**Problem statement**
Report every line in the records below that holds the word "sizing".

**Data shown**
--------------------------------

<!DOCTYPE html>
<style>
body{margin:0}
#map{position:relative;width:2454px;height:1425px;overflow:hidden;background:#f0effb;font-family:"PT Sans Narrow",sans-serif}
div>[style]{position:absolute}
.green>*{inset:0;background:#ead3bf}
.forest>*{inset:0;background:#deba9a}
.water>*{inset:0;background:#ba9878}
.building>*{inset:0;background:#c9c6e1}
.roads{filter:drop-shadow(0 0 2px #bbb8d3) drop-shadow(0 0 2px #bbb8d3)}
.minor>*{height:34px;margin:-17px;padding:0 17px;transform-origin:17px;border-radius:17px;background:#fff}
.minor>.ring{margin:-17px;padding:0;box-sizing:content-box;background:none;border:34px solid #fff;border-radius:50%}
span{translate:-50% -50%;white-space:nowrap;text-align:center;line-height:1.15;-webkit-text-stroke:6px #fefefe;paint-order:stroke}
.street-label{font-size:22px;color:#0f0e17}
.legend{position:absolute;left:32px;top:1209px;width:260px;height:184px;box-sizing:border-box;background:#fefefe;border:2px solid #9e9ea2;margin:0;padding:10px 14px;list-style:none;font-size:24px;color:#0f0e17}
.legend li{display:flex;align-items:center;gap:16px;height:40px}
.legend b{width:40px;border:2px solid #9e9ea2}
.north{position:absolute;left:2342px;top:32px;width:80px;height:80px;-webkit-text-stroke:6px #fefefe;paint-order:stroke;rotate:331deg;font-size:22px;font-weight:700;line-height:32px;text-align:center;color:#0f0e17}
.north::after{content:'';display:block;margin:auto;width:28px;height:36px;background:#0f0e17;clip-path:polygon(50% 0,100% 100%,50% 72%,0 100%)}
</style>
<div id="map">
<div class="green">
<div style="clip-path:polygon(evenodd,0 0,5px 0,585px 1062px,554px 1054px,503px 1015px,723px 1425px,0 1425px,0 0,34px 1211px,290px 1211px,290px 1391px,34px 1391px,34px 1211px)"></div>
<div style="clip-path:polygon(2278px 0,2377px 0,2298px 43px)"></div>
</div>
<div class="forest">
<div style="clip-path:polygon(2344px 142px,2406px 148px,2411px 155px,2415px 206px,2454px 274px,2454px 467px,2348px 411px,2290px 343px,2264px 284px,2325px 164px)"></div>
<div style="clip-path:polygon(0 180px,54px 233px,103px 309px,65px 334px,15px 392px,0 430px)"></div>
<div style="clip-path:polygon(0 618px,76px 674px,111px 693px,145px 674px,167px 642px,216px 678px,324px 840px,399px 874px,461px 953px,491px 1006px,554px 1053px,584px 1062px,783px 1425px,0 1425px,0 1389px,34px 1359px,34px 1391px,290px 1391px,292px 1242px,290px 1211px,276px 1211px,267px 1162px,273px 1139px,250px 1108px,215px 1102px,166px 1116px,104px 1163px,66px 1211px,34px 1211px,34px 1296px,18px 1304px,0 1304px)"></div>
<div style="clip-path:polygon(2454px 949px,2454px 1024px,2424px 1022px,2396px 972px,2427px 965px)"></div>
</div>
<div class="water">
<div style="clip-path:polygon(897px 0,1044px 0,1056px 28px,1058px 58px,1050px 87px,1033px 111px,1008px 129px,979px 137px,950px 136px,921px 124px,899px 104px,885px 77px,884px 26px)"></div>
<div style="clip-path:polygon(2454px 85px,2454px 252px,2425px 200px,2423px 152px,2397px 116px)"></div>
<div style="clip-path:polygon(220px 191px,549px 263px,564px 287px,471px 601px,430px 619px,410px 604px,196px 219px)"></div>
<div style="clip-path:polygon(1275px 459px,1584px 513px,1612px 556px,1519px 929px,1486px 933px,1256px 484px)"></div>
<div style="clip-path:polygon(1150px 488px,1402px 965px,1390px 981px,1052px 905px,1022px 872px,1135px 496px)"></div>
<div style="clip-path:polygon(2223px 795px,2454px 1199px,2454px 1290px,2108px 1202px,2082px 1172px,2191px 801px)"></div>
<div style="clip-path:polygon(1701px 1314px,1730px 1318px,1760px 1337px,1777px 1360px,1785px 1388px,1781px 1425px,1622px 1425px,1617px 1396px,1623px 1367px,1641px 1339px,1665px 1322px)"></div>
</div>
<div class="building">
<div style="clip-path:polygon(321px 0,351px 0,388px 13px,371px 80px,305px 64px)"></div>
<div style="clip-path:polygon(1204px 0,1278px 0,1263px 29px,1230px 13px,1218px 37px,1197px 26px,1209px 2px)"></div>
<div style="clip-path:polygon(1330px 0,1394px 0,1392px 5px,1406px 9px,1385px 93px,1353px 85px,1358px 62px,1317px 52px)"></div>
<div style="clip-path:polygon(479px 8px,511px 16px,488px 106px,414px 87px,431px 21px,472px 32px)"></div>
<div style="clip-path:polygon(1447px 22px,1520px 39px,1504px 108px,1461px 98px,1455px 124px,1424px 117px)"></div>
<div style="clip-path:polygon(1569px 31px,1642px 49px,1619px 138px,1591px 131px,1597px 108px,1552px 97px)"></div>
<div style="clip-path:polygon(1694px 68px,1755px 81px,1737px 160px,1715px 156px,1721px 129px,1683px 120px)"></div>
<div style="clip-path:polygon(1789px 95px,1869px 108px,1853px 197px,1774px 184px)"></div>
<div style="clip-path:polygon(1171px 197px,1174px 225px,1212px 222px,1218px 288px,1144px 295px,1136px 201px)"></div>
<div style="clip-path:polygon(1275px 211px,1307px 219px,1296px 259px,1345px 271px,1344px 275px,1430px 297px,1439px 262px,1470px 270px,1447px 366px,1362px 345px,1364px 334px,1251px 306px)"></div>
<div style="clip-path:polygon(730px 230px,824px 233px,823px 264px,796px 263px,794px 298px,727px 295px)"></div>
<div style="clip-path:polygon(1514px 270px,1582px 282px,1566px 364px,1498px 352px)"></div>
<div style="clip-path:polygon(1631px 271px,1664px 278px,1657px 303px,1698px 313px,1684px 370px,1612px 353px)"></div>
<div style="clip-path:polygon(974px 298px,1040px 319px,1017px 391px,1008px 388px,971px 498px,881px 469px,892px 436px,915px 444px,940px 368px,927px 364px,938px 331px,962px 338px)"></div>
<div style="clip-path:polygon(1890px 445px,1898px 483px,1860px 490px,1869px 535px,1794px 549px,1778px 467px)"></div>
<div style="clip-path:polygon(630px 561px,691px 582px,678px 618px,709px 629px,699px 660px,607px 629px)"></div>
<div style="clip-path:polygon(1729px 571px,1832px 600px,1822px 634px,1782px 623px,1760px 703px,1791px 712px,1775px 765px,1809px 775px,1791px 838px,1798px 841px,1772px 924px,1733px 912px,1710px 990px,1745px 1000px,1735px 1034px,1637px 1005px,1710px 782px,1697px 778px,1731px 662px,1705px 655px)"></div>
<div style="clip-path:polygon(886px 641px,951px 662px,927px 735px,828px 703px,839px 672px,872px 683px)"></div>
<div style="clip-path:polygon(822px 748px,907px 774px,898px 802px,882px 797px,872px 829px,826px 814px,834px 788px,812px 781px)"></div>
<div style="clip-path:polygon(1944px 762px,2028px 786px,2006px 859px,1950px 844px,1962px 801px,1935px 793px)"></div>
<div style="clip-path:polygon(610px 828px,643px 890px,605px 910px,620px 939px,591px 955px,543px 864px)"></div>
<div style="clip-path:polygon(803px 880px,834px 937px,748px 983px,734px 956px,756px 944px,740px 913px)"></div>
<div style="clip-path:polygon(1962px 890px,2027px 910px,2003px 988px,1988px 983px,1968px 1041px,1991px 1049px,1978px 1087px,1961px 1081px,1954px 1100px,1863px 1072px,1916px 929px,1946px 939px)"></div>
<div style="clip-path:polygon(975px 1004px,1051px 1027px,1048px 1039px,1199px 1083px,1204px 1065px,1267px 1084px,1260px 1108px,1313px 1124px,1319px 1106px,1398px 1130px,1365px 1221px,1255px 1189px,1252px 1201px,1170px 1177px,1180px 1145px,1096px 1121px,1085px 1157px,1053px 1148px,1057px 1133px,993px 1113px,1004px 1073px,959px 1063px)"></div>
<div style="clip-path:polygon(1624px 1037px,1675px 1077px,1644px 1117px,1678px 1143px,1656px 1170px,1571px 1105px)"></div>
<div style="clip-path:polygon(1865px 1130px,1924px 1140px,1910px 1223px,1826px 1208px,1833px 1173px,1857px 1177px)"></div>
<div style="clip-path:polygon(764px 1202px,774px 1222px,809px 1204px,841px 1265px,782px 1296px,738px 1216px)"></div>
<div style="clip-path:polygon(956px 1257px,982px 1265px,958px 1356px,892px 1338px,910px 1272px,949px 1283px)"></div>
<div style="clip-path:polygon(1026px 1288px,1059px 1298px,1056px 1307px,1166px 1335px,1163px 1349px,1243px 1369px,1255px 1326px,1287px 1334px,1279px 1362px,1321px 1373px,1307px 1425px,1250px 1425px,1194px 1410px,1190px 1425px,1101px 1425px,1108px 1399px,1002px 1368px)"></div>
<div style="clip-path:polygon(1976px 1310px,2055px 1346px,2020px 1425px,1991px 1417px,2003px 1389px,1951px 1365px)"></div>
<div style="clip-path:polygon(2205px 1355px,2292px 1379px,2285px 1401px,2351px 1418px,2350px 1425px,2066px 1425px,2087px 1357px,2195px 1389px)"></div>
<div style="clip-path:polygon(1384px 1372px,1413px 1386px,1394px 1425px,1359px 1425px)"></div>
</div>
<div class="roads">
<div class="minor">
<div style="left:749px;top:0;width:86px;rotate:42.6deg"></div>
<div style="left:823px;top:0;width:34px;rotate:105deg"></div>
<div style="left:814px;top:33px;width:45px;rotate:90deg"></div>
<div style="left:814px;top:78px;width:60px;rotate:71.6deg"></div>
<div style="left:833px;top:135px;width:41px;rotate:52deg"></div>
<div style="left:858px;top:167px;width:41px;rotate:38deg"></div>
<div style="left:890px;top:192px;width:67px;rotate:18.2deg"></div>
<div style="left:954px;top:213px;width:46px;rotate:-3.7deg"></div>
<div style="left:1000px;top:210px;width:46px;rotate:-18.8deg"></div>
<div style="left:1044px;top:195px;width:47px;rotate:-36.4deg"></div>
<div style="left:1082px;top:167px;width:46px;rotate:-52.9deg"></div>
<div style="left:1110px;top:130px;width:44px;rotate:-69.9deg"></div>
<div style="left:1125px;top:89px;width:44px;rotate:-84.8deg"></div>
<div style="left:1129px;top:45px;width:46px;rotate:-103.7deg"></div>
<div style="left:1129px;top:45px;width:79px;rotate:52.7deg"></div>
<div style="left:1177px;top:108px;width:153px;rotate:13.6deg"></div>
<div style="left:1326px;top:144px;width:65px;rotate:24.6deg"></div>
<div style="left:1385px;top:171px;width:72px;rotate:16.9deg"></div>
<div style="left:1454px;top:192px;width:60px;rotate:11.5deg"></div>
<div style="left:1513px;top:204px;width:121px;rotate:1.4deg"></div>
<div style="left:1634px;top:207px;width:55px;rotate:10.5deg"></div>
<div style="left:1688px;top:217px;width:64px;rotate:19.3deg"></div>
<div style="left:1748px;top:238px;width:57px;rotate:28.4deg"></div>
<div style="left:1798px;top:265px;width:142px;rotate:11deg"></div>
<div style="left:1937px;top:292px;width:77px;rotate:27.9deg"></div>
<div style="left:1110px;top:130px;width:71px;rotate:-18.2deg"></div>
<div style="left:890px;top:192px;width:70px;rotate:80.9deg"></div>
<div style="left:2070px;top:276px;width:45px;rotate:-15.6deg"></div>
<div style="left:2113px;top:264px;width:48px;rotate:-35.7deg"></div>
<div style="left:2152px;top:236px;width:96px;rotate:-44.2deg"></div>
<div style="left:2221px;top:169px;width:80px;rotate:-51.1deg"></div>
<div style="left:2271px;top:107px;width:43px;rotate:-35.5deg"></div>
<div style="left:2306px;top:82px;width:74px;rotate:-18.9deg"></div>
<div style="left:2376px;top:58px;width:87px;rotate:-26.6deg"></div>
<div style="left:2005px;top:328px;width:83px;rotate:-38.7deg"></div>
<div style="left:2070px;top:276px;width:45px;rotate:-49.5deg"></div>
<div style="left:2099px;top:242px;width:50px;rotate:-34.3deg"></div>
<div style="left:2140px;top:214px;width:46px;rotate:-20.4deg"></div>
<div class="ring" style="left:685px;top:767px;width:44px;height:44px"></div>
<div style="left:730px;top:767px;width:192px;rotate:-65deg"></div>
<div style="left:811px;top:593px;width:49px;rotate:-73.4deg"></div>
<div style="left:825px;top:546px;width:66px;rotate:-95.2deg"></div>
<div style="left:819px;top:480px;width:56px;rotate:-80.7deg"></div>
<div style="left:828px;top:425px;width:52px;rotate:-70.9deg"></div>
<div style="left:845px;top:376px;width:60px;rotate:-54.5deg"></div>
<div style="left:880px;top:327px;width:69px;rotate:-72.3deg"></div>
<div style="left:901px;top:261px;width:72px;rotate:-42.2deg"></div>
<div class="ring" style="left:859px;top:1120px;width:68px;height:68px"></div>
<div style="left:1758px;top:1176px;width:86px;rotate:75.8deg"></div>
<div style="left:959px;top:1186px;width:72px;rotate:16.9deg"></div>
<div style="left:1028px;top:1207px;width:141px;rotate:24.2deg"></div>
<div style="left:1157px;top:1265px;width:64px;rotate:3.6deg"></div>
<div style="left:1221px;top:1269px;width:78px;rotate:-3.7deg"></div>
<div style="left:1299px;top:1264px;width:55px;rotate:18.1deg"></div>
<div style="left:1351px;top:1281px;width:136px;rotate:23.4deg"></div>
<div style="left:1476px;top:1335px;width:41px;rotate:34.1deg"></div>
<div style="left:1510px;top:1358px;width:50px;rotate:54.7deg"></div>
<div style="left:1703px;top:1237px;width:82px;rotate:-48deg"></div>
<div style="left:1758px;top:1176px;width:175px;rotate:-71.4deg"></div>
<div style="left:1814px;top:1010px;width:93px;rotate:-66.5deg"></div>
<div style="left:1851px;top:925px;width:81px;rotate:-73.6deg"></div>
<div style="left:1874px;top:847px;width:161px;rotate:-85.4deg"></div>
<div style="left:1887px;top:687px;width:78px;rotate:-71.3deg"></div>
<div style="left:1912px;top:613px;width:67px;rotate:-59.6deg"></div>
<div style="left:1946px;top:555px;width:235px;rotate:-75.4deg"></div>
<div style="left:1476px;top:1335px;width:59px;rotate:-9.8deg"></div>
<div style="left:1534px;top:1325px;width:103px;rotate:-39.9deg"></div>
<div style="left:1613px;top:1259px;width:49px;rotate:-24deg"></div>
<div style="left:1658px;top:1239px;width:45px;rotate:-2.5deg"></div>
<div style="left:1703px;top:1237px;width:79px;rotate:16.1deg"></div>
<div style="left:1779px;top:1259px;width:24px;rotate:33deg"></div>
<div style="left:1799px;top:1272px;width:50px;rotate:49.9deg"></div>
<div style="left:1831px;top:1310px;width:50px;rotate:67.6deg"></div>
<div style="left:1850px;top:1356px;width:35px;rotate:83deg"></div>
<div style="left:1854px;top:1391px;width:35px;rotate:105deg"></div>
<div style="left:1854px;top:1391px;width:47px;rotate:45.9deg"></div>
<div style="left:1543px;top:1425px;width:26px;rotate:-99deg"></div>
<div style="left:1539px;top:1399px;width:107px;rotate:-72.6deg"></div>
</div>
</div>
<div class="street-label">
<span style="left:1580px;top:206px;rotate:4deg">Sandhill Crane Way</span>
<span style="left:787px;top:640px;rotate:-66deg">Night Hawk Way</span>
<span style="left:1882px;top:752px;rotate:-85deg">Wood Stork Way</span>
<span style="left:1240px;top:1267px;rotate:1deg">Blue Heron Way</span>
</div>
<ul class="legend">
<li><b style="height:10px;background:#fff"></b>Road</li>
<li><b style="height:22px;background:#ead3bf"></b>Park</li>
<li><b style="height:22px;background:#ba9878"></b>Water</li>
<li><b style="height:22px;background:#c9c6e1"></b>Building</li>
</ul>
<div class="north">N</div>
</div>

--------------------------------

**Task output**
.minor>.ring{margin:-17px;padding:0;box-sizing:content-box;background:none;border:34px solid #fff;border-radius:50%}
.legend{position:absolute;left:32px;top:1209px;width:260px;height:184px;box-sizing:border-box;background:#fefefe;border:2px solid #9e9ea2;margin:0;padding:10px 14px;list-style:none;font-size:24px;color:#0f0e17}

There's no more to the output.